Saw an oil price forecast? Junk it
THE price of oil has fallen by half in the past two years, to just over $10 a barrel. It may fall further-and the effects will not be as good as you might hope," predictedEconomist newspaper in March 1999, and we all know what happened next. Crude prices rose more or less steadily thereafter, reaching a peak of close to $130 a barrel just before the Great Recession. The road to predicting oil prices is fraught with pitfalls and epitaphs of forecasters. But that hasn't stopped anyone from trying to predict future prices of a commodity that is often at the heart of geopolitical tussles and can contribute to inflation or trigger deflation. While there has been some modicum of success, generally, it is the big moves in the markets that we want to predict-and fail to do so.

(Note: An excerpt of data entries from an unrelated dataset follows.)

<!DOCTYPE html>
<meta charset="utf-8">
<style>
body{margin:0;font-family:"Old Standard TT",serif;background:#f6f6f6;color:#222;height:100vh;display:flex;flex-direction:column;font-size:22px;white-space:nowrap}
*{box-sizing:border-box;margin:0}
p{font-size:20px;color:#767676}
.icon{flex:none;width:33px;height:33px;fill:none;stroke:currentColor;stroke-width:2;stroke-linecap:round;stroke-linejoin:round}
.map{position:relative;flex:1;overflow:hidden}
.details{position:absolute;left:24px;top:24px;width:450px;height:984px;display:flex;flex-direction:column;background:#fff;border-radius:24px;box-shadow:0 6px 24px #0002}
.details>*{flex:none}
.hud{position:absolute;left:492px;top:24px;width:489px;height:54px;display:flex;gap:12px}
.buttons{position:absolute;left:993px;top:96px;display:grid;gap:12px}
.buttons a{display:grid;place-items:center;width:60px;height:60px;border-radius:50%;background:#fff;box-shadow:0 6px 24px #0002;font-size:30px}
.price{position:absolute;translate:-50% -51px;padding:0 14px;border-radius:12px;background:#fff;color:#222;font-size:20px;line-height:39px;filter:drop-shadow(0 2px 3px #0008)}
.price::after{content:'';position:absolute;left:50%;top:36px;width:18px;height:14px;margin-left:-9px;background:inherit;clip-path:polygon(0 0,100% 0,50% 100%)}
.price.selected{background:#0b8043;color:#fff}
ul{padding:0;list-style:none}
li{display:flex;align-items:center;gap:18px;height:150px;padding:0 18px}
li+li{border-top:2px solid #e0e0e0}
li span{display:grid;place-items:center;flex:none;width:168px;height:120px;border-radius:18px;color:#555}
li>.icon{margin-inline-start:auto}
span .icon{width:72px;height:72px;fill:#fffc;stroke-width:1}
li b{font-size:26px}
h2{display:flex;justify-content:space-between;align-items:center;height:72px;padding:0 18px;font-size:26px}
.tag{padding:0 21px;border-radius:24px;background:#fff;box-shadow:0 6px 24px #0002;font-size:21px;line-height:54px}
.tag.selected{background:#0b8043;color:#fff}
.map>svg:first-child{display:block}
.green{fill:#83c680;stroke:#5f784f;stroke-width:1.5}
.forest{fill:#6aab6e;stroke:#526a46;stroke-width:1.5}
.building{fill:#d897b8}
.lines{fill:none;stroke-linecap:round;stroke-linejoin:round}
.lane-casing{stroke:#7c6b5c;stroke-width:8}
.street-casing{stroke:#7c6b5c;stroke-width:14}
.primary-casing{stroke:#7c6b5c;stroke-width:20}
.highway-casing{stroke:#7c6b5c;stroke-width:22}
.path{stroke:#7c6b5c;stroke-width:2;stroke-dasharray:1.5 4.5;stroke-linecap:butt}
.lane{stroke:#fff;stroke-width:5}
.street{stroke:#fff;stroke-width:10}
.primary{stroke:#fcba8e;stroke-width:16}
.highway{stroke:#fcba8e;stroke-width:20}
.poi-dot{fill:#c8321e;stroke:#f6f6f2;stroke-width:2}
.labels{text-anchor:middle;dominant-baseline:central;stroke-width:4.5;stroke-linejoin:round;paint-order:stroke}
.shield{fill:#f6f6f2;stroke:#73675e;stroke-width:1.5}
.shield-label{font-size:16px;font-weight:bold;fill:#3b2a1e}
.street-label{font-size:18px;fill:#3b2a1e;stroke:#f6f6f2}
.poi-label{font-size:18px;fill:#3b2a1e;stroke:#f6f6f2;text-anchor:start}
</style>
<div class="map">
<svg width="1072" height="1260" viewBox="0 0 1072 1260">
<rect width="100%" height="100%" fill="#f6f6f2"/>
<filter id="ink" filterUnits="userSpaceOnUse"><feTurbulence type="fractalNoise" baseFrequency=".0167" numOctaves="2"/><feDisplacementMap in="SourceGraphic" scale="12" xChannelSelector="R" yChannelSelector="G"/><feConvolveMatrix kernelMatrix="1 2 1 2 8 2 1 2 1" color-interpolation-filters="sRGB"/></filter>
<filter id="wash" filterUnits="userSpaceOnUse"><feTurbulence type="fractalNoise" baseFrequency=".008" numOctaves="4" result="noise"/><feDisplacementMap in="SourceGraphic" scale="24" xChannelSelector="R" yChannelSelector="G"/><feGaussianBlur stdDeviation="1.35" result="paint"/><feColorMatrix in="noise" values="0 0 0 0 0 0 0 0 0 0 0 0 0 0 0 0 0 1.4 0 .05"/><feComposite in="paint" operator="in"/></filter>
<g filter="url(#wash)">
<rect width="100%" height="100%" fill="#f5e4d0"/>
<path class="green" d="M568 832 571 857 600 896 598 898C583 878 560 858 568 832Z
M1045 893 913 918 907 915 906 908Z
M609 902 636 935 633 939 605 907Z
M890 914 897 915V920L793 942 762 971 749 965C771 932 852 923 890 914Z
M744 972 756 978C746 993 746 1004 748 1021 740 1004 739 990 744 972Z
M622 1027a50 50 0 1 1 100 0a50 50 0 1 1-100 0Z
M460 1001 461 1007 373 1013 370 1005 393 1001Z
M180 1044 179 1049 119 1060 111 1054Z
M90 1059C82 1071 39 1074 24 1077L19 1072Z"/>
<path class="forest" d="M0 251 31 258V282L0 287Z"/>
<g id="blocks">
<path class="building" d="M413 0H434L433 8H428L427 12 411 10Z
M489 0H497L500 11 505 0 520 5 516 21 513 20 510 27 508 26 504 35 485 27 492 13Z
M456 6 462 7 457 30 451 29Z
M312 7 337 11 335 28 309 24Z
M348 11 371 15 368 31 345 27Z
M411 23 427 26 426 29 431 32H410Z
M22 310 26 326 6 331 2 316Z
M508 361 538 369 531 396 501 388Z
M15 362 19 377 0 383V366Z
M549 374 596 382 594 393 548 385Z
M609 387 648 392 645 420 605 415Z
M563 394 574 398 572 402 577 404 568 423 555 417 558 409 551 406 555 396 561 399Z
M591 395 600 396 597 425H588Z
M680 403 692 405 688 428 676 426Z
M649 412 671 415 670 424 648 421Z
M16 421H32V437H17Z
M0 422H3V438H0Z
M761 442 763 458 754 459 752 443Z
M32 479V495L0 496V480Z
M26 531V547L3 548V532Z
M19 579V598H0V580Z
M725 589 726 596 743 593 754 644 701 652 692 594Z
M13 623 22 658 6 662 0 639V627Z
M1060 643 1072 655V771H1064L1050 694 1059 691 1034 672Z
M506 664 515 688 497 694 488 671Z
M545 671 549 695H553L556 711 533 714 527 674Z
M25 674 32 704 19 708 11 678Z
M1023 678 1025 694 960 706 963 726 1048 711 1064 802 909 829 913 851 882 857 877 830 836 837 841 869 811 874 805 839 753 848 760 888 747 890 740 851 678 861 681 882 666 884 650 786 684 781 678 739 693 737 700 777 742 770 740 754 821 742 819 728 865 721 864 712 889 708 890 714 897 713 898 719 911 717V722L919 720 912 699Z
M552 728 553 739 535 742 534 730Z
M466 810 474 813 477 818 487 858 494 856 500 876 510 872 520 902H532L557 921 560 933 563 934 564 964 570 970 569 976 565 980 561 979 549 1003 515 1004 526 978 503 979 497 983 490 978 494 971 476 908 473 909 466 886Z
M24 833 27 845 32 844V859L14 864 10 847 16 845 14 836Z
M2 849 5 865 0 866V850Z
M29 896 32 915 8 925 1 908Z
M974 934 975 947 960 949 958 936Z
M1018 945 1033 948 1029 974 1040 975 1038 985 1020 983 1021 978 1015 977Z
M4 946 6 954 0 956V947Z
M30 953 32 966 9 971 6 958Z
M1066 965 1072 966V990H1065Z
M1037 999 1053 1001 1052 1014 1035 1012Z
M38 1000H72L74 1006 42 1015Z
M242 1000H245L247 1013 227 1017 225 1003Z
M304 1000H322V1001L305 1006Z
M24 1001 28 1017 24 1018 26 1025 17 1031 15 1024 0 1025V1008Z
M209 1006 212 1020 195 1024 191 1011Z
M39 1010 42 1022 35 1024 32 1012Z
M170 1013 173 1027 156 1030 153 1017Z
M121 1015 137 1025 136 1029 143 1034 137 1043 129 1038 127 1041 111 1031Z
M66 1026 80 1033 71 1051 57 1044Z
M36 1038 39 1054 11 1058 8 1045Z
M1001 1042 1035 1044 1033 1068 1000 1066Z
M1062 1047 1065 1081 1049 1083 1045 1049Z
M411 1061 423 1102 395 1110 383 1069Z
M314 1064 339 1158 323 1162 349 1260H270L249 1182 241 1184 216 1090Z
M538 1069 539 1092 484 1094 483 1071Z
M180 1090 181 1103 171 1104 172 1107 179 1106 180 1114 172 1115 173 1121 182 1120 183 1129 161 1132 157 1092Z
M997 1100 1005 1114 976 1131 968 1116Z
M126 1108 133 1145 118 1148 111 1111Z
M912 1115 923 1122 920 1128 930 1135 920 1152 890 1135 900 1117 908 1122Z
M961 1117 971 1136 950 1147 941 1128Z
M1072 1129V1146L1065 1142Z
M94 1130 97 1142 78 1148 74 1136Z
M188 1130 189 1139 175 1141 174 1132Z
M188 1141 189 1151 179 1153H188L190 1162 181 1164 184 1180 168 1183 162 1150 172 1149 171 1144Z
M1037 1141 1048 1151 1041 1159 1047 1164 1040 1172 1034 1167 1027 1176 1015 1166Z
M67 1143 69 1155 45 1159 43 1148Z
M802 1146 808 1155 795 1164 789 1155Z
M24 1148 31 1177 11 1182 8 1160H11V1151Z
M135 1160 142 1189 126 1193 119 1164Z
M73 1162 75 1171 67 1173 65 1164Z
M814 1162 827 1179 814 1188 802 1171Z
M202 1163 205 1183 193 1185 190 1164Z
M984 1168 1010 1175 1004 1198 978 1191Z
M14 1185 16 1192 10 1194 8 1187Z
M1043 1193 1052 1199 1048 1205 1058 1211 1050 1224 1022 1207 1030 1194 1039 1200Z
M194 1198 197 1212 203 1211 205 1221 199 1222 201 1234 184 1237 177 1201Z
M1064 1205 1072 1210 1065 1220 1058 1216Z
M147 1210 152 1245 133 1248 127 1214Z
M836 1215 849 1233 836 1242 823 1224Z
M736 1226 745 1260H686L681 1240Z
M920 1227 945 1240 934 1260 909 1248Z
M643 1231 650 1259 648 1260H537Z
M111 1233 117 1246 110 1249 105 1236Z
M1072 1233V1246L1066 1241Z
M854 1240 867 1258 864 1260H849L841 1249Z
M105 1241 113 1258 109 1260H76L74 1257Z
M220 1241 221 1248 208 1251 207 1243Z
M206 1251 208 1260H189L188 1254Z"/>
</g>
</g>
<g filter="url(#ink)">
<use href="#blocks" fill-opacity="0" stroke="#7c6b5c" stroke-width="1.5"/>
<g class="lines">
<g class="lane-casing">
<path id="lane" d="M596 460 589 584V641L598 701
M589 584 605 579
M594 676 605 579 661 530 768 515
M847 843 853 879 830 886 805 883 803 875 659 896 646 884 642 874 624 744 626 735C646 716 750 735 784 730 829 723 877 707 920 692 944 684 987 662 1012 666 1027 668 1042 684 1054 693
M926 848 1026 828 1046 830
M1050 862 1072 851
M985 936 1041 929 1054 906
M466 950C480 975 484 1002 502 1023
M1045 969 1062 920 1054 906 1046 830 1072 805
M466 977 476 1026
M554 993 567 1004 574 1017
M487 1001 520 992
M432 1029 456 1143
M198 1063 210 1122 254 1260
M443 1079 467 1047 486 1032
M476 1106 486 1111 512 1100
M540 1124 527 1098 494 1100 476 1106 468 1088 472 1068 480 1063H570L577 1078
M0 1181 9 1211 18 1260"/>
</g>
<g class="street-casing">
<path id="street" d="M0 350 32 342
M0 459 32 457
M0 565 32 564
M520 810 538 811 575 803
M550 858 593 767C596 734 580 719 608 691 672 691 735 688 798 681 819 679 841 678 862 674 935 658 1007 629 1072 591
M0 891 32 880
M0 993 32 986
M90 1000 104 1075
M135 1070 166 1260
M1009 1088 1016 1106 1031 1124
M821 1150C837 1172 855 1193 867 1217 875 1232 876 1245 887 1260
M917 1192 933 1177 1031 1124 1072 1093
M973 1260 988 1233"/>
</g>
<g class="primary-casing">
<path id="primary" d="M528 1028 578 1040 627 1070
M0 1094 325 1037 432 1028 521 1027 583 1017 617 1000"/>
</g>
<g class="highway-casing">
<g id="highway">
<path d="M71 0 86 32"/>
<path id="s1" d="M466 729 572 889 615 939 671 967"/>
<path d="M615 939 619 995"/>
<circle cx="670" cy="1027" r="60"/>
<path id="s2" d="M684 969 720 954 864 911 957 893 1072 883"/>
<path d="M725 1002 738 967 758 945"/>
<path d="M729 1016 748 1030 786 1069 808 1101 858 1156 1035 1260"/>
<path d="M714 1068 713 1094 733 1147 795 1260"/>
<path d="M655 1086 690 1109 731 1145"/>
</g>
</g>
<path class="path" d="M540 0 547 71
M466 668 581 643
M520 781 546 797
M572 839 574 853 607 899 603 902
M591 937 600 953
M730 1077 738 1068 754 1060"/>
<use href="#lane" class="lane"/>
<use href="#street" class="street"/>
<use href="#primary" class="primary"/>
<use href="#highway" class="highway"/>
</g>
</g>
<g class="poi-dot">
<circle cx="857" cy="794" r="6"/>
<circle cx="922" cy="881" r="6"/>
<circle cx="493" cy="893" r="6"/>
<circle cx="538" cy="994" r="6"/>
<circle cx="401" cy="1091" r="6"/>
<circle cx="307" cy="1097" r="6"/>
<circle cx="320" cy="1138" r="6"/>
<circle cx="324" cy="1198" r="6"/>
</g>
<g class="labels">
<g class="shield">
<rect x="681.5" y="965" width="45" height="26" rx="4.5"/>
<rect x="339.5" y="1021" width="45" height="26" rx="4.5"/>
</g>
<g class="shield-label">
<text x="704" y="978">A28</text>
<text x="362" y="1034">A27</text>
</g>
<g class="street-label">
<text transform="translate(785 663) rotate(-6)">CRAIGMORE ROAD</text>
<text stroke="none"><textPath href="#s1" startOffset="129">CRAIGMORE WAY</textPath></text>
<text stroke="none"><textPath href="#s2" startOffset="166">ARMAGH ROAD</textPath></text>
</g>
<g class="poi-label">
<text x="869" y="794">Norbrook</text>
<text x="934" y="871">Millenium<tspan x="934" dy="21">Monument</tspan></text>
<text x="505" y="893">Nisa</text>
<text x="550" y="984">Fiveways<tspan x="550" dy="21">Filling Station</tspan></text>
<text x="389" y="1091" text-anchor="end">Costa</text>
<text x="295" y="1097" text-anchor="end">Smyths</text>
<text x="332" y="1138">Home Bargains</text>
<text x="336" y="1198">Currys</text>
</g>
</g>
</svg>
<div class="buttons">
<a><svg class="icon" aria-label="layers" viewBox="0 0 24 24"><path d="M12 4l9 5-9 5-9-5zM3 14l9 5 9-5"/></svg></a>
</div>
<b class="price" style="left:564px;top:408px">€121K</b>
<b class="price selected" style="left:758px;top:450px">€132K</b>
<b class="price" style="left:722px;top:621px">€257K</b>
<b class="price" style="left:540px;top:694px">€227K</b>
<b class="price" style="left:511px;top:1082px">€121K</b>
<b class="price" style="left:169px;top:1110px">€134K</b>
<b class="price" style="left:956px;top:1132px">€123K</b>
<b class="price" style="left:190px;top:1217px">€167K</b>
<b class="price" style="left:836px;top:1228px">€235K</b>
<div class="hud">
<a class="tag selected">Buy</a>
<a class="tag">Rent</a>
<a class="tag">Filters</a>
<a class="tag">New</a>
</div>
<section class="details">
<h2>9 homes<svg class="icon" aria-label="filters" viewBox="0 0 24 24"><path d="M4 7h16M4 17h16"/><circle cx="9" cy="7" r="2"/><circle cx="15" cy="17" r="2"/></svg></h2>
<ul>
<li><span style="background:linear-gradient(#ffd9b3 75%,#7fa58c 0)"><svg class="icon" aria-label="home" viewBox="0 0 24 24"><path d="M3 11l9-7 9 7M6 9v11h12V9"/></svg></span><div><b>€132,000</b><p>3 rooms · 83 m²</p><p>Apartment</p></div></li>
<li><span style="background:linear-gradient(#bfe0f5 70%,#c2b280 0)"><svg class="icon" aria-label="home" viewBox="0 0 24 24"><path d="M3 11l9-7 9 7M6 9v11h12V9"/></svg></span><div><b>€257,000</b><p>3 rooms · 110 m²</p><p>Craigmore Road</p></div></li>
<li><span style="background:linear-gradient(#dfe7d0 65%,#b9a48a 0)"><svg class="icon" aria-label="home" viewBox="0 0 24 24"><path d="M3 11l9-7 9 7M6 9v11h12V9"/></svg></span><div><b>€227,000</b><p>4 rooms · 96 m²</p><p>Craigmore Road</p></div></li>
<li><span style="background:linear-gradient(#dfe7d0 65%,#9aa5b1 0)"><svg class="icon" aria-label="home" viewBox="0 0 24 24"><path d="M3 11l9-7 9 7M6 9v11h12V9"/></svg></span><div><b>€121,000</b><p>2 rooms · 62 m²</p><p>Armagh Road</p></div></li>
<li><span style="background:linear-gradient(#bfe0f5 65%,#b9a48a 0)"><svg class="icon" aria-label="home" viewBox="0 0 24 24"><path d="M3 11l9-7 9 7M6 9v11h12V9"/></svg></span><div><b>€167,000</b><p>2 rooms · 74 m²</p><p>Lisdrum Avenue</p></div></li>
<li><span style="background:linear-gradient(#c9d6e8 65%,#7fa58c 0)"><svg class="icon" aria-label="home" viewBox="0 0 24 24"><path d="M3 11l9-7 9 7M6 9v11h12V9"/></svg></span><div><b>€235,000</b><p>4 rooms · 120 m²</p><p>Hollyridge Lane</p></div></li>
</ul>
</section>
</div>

There is little hope that such an algorithm which can predict these big moves can be found soon. Research by Christiane Baumeister (University of Notre Dame) and Professor Lutz Kilian of University of Michigan reveals that even the most sophisticated econometric models often fail to predict big swings. To be fair, such econometric models generally fare better than other ways of forecasting crude oil prices. Their paper characterizes forecasts of oil prices into four categories: One, economists using econometric models; two, financial markets, using futures data and adjusting for risk premium; three, consumer expectations based on inflation expectations; and four, policymakers' forecasts often based simply on futures markets. Data shows that the models of economists have fared better than others in predicting crude oil prices, in the period between 1988 and 2014 (CHART 1). However, when it comes to predicting big moves like the sharp drop in oil price from around $120 per barrel in July-September 2008 to average $60 per barrel in October-December 2008, almost all methods failed by quite big margins (CHART 2). For example, chart 2C shows that the actual oil price in the December quarter of 2014 was more than 20% below what the markets, consumers and policymakers estimated at the beginning of the quarter. Hence, the oil price shock is shown to be around negative 20% when compared to such forecasts. Of course, the oil price shock seems a bit smaller (at negative 10% for October-December 2014) when compared to the econometrician's forecast, thereby suggesting that economists fared slightly better in forecasting. However, the inaccuracy of forecast by the econometric model only worsened in January-March 2015 despite the fact that the direction of actual oil price movement did not change in the quarter.